(Copied from the Platte Weekly Herald and Observer)
A key to living a longer, healthier life may be as simple as choosing the right sleepwear, according to Dr. Josephina Ferraro from the Smithsonian Institute’s Department of Ethnology, whose team just returned with a remarkable discovery from the northwest of China.
Dr. Ferraro was drawn to the area several years ago. She had heard reports of villages in the Xinjiang Uyghur region of China where people live unusually long and healthy lives. Several researchers had tried to discover the cause, but had been baffled. “It was a perfect mystery. None of the usual explanations seemed to fit: genetics, diet, environment, culture,” Dr. Ferraro told us. “In every obvious way, the villages of Shuimogou are nearly identical, but there is a cluster of villages whose inhabitants live substantially longer than the local average. We had to take a look.”
After four months in China, Dr. Ferraro’s team had made little progress. They confirmed an earlier finding about happily married couples. “We already expected, from prior research, that happy couples live longer and healthier lives, but the effect we were seeing here was much stronger than anywhere else. We suspected there had to be something more.”
The breakthrough came in January, when one of Dr. Ferraro’s team was interviewing a young woman who had been raised in a remote village but had moved to the local village only a year ago, after marrying a local man. “We asked her to describe everything that was different between her home village and where she lived now, and the first thing she mentioned was that she had a hard time buying the kind of pajamas she was accustomed to.”

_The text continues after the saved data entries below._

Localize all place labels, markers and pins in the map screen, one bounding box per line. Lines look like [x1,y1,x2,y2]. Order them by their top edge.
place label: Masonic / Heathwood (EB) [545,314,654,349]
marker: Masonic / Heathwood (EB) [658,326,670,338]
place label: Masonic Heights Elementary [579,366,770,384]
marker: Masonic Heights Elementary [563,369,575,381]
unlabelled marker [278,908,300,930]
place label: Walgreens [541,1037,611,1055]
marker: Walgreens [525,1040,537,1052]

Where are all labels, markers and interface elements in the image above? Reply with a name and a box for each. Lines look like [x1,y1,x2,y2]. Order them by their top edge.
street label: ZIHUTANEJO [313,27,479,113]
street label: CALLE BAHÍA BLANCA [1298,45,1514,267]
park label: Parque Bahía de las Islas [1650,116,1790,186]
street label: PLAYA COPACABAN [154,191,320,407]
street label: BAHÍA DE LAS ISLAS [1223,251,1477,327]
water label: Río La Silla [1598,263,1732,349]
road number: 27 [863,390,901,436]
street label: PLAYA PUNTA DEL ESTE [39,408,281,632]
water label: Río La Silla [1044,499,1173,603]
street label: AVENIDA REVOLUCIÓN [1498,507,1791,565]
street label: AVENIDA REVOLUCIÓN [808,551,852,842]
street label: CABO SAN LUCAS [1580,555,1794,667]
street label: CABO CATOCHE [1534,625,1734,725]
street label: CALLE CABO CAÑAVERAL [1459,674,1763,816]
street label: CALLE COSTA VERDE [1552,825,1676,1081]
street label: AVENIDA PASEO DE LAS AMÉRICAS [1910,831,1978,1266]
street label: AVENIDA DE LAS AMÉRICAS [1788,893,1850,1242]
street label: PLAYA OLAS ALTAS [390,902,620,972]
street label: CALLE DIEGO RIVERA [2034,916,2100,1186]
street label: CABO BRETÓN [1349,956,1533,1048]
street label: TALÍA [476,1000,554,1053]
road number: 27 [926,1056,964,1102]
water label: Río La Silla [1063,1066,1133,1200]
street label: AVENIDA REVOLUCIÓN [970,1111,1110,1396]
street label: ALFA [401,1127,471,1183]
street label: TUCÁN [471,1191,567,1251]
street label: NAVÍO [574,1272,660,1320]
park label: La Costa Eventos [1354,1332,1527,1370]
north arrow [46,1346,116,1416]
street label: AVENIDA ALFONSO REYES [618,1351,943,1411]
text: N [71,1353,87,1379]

It didn’t take long for the team to confirm that the sleepwear in the local cluster of villages is unique. Instead of the ordinary loose, full-length pajamas favored elsewhere, the local pajamas are sleeveless and form-fitting. The women wear rinou (pronounced “rhino”) of cotton or silk that resemble a leotard that would be a familiar sight in any dance or fitness studio in the USA. The men wear rinou that are generally baggier and resemble boxer shorts on the bottom and a sleeveless “muscle shirt” on the top, resembling a circa-1980s basketball outfit.
But how can the choice of sleepwear influence health and longevity? “We don’t know everything yet, but our most promising hypothesis is very simple: it’s cold there at night! People wearing rinous need to cuddle and share body heat. Rinous leave a lot of skin exposed, and skin contact makes people happy, and happier people lead longer, healthier lives,” Dr. Ferraro told us. “That could explain why the same effect does not seem to appear in unmarried or estranged adults.”
The team will be returning shortly to China for more research, but Dr. Ferraro’s discovery has already had a local impact. “My husband and I wear rinous every night, and we find them very comfortable,” she told us. “We feel happier already.”